Source information =>
Content starts

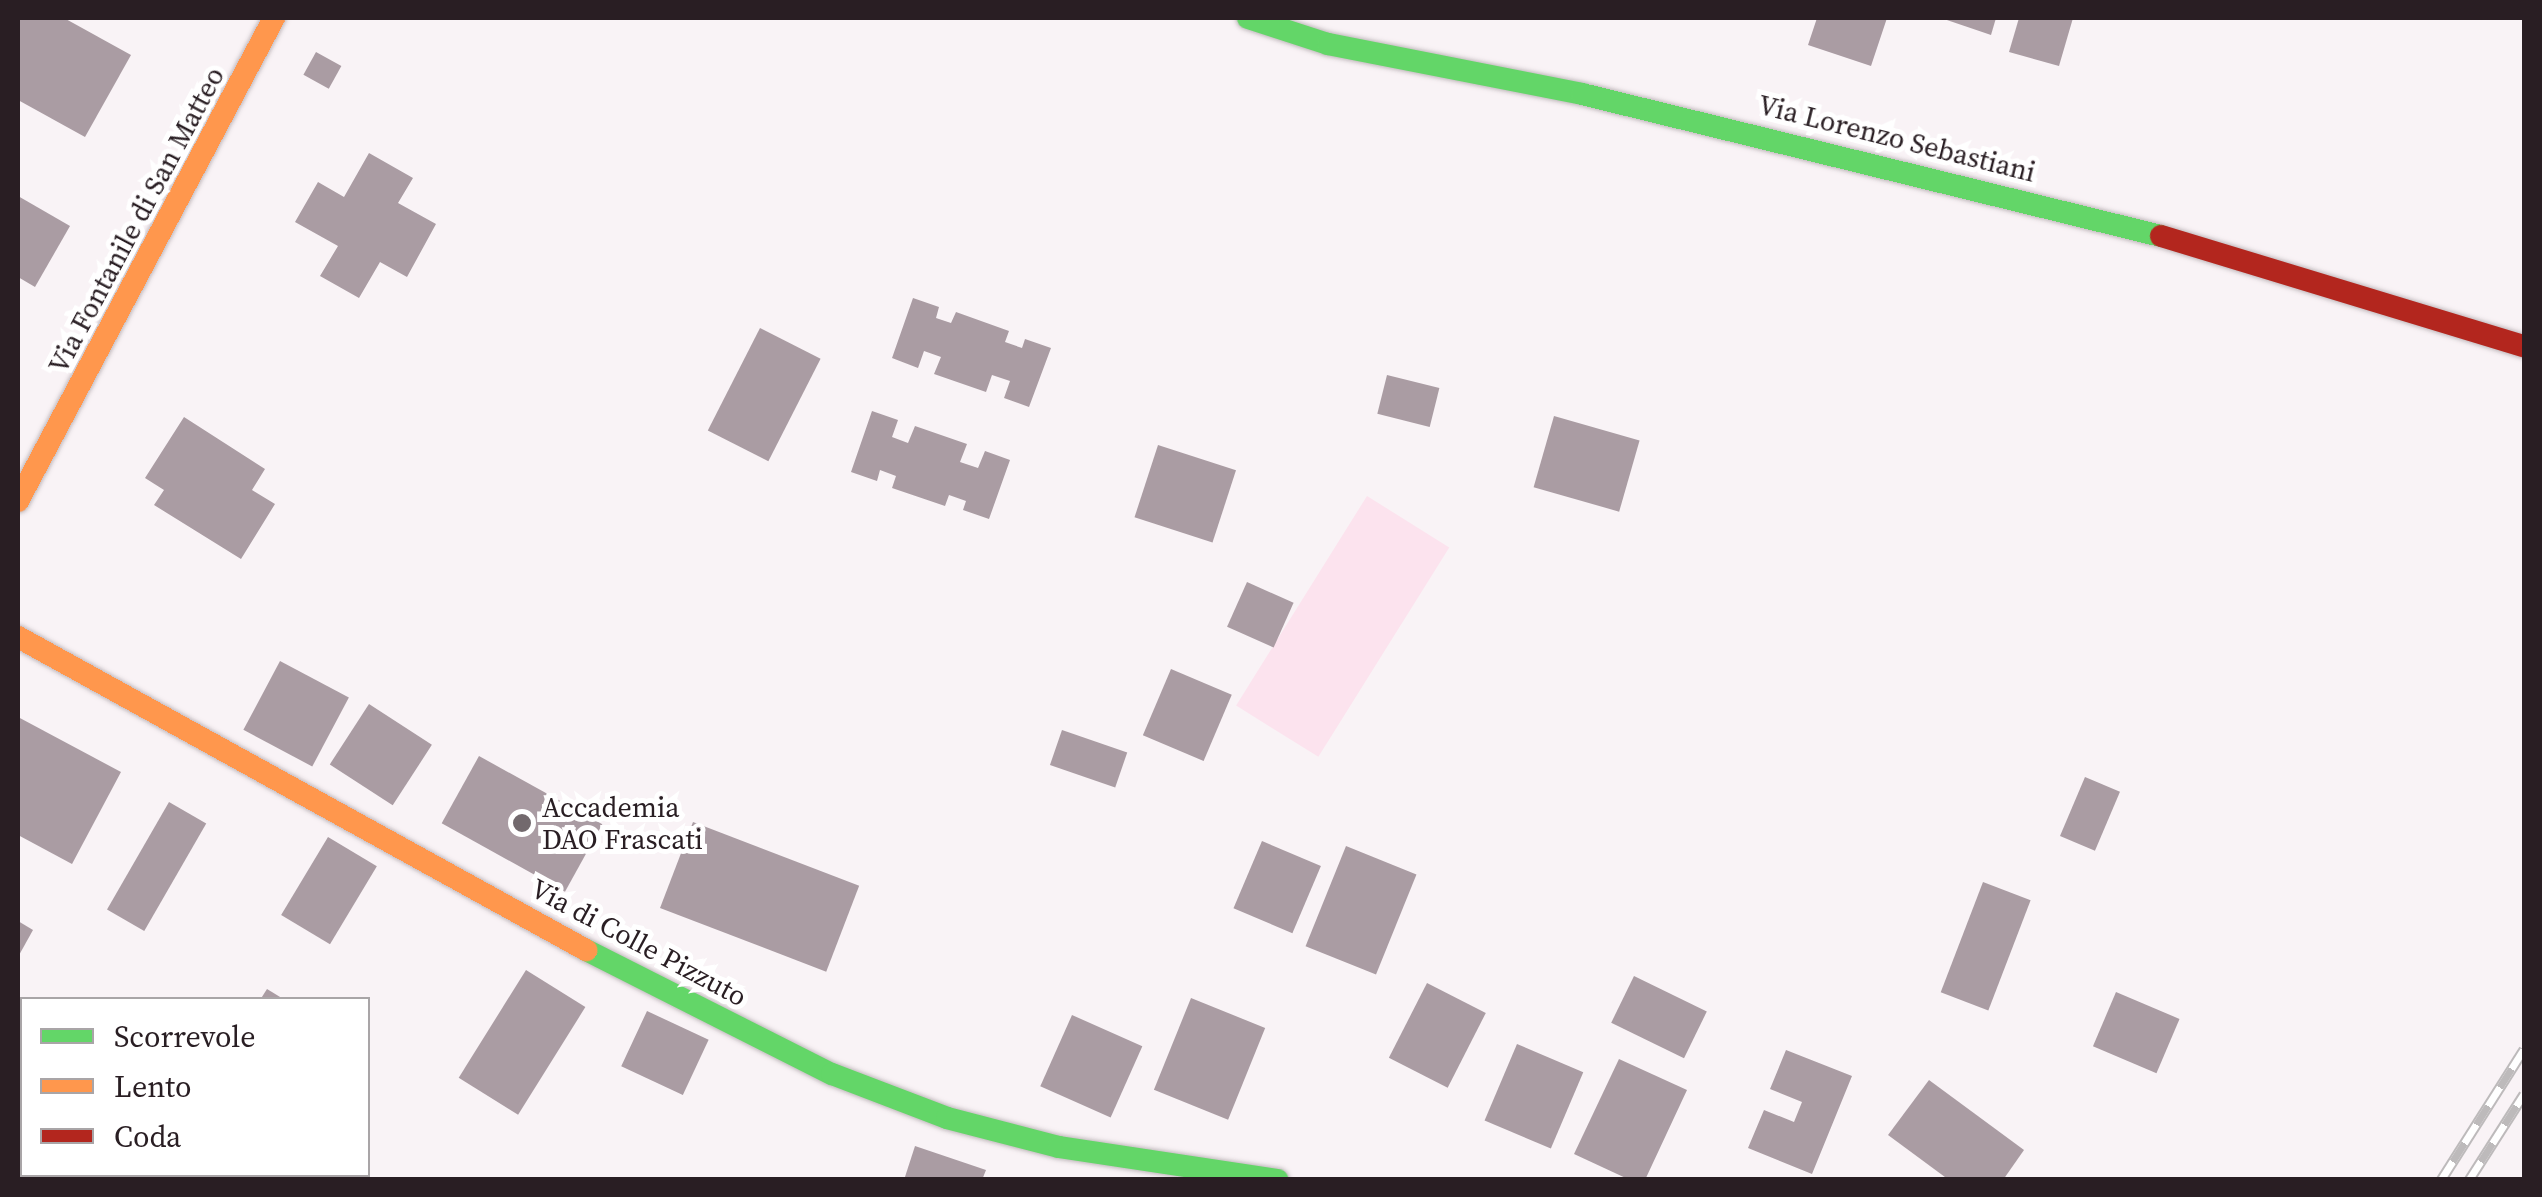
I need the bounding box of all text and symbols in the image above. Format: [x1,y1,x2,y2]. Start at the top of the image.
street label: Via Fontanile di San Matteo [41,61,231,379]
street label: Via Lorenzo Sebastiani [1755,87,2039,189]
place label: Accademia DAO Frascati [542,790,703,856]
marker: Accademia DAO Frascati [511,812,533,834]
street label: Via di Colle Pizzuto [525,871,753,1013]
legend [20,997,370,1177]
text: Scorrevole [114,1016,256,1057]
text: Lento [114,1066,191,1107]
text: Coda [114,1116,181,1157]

Content ends
Content starts

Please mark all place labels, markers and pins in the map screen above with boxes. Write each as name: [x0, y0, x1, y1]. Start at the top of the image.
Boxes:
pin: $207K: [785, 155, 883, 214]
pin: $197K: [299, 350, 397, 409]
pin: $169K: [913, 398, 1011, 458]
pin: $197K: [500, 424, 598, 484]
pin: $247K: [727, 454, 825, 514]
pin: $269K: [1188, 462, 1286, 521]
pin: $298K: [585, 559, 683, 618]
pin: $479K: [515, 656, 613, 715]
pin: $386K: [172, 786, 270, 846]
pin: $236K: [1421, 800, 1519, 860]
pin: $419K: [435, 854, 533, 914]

Content ends
Content starts

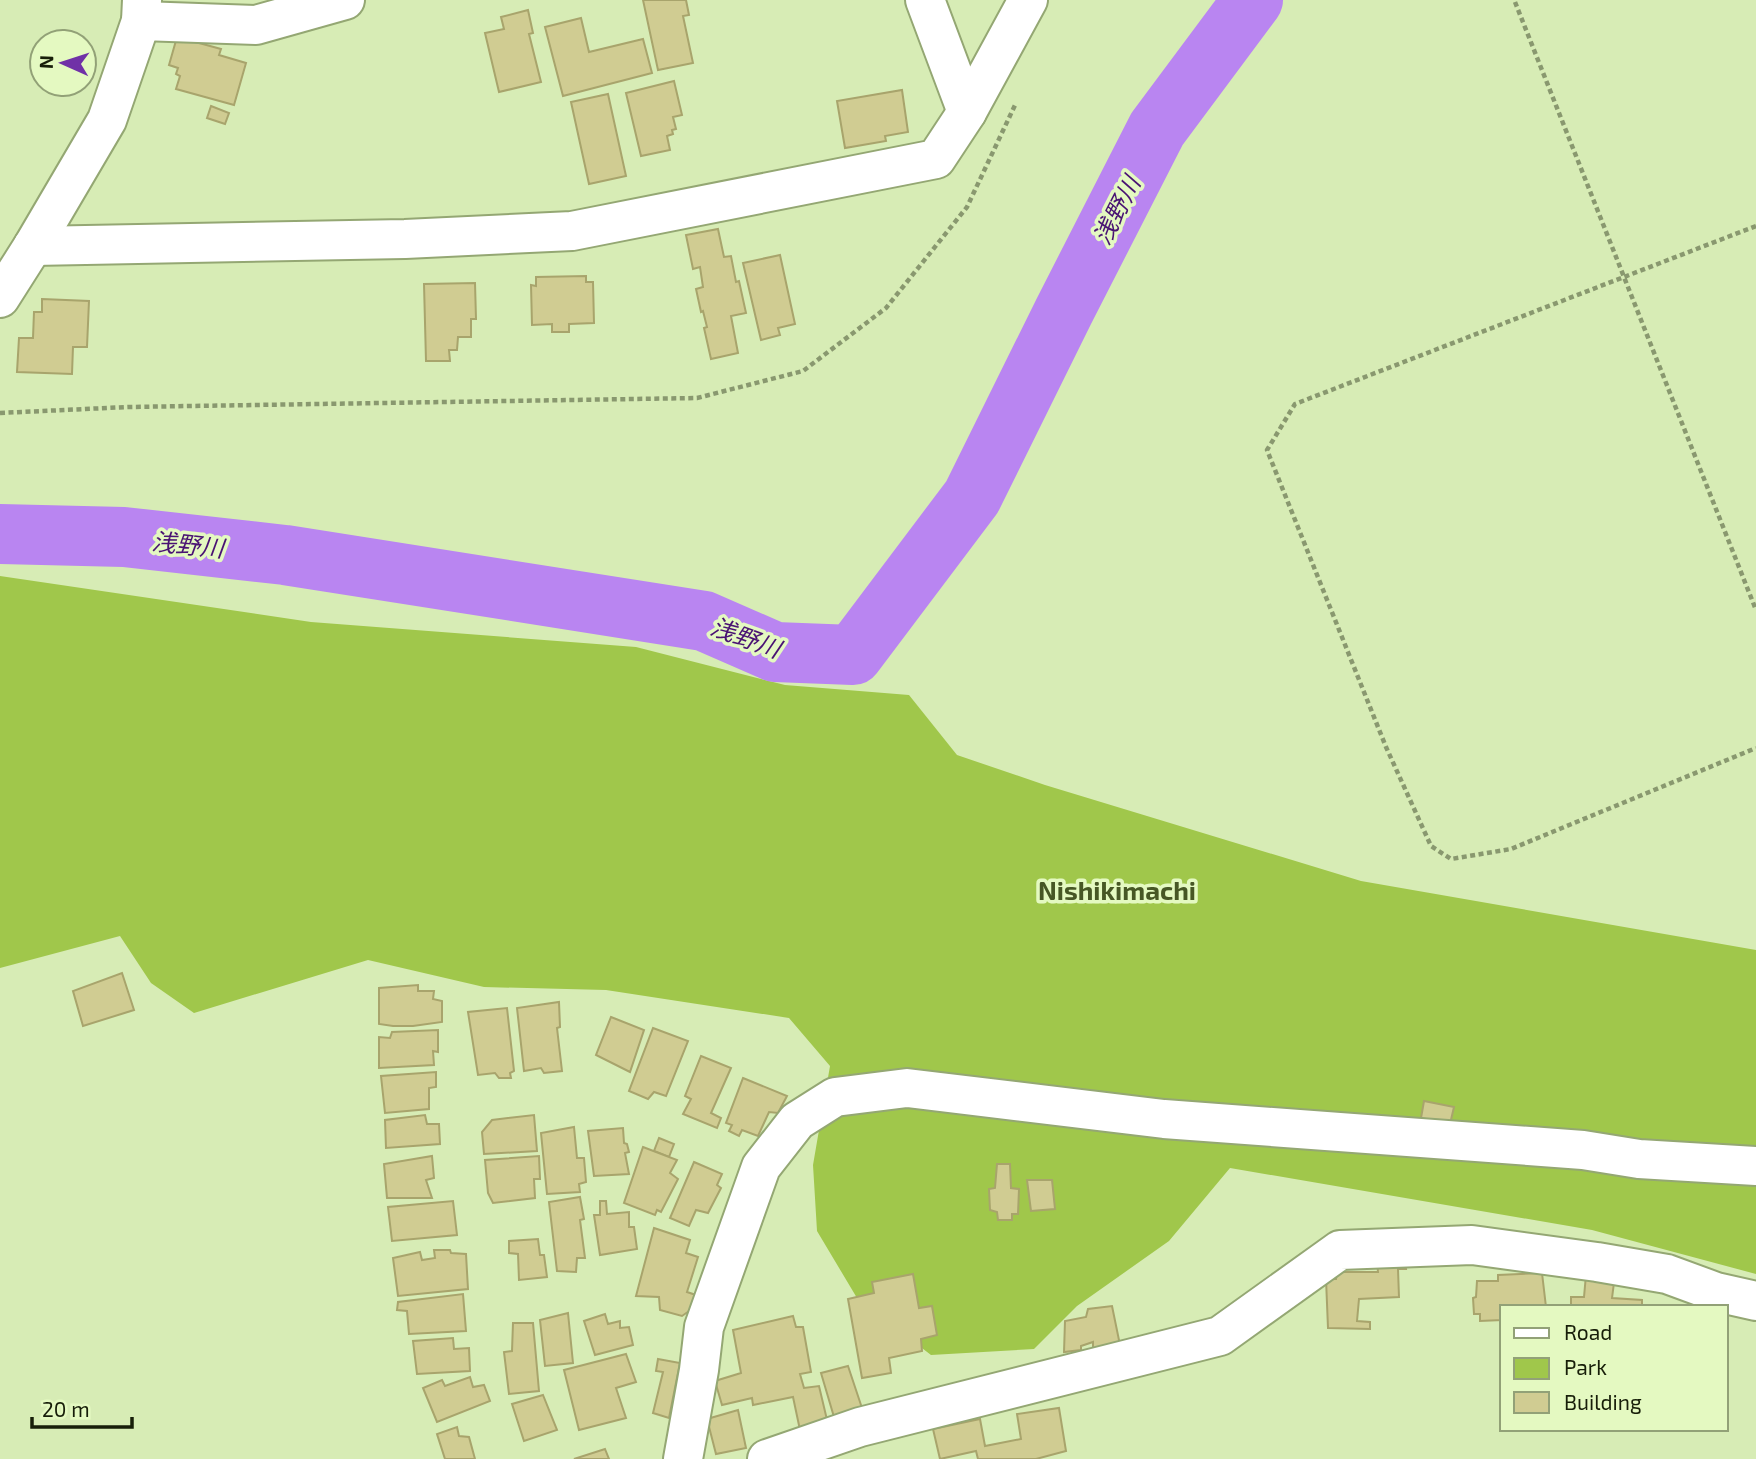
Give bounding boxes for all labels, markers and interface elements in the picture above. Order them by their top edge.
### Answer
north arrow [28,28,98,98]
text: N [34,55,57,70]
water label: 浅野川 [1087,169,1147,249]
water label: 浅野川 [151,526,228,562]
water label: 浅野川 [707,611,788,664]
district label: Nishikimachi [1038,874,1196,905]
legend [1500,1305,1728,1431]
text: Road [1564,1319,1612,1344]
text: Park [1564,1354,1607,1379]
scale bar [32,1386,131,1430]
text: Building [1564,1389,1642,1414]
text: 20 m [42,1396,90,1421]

Content ends

Requirement =>
In the material above, find each line that contains the word "labels", and select it.

Solution for this task =>
Please mark all place labels, markers and pins in the map screen above with boxes. Write each as name: [x0, y0, x1, y1]. Start at the top of the image.
Give bounding boxes for all labels, markers and interface elements in the picture above. Order them by their top edge.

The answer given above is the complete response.